Saved data entries:

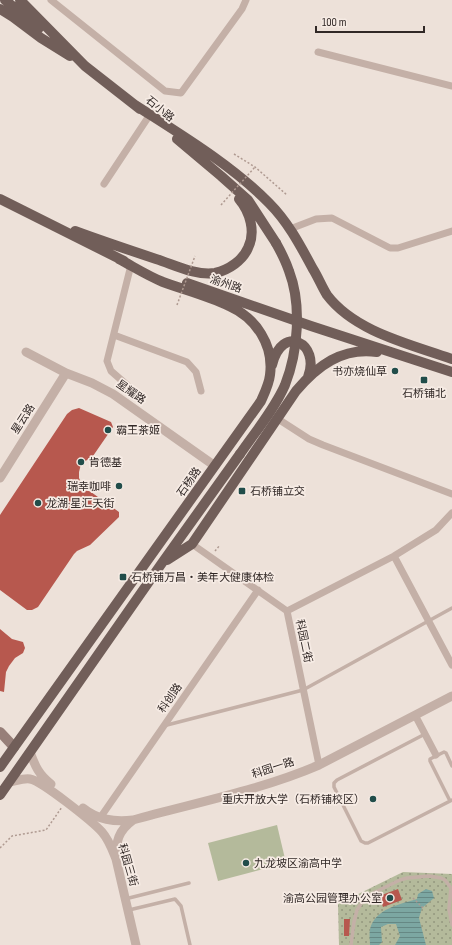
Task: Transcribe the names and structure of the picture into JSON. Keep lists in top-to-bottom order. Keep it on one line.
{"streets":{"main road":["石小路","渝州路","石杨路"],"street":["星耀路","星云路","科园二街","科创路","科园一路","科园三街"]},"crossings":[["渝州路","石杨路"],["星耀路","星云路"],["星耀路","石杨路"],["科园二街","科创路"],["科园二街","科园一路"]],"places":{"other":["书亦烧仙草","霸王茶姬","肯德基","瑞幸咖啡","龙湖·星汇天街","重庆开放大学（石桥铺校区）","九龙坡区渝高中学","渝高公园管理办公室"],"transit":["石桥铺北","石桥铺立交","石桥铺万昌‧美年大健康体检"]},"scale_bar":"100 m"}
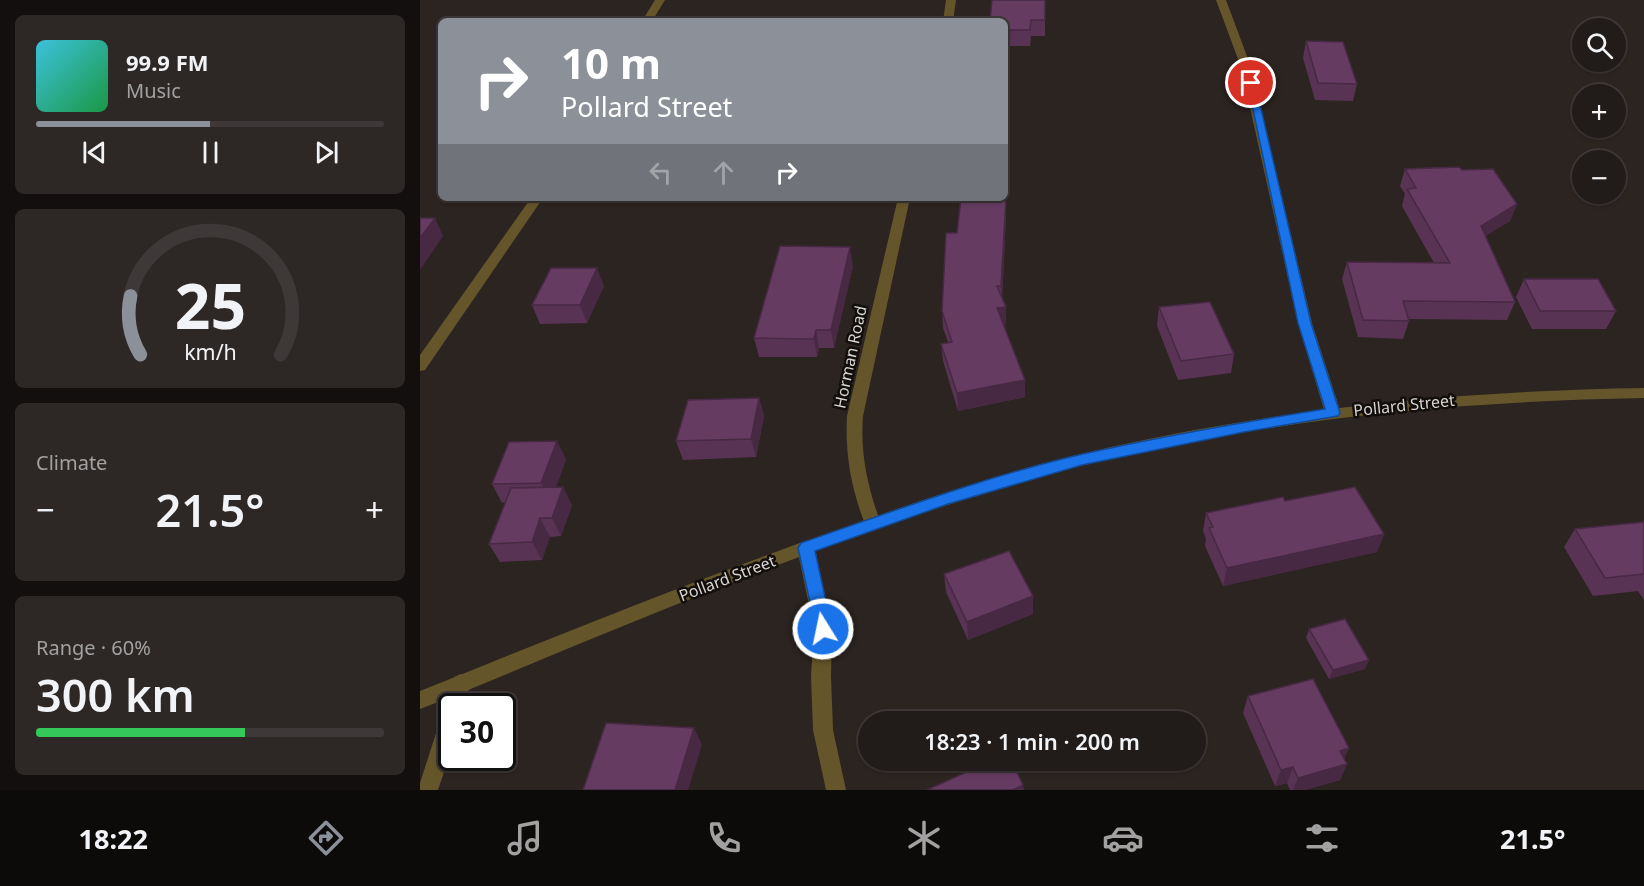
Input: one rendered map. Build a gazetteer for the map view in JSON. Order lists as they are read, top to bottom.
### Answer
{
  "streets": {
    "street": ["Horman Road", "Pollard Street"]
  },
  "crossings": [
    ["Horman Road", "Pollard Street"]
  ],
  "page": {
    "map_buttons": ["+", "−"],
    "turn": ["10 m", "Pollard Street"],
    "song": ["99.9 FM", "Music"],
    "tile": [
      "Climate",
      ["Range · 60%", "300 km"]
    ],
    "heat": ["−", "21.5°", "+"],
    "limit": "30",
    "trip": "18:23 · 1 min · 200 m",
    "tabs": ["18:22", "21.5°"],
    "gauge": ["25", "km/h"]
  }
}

--

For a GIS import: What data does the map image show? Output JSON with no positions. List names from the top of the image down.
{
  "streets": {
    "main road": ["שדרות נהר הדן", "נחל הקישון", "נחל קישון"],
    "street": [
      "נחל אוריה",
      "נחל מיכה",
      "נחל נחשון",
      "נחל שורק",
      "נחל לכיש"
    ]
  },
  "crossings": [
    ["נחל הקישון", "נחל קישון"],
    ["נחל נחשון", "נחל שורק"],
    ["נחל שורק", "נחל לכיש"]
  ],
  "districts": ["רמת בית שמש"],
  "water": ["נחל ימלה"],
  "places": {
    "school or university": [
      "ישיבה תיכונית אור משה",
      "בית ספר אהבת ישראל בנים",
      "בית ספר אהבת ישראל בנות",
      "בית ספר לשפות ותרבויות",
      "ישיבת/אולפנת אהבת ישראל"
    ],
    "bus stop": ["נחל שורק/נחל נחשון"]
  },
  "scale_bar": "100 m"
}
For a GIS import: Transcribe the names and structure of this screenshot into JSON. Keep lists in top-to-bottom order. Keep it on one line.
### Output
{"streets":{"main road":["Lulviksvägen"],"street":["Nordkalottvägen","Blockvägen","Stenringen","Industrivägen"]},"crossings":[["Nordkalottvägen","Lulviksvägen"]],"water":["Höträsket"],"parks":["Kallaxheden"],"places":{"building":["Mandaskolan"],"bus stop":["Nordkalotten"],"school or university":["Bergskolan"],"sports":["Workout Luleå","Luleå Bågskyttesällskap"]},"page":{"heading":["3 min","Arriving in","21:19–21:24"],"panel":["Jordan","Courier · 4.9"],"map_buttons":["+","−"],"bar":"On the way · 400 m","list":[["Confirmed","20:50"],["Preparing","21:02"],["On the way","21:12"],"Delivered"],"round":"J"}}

> _Exercise objective_: From the records above, give again only the part that opens with the line containing "Task: Transcribe the" and closes with the line containing "Input: one rendered". Keep both ends but drop the pictures.

> _Exercise output_:
Task: Transcribe the names and structure of the picture into JSON. Keep lists in top-to-bottom order. Keep it on one line.
{"streets":{"main road":["石小路","渝州路","石杨路"],"street":["星耀路","星云路","科园二街","科创路","科园一路","科园三街"]},"crossings":[["渝州路","石杨路"],["星耀路","星云路"],["星耀路","石杨路"],["科园二街","科创路"],["科园二街","科园一路"]],"places":{"other":["书亦烧仙草","霸王茶姬","肯德基","瑞幸咖啡","龙湖·星汇天街","重庆开放大学（石桥铺校区）","九龙坡区渝高中学","渝高公园管理办公室"],"transit":["石桥铺北","石桥铺立交","石桥铺万昌‧美年大健康体检"]},"scale_bar":"100 m"}
Input: one rendered map. Build a gazetteer for the map view in JSON. Order lists as they are read, top to bottom.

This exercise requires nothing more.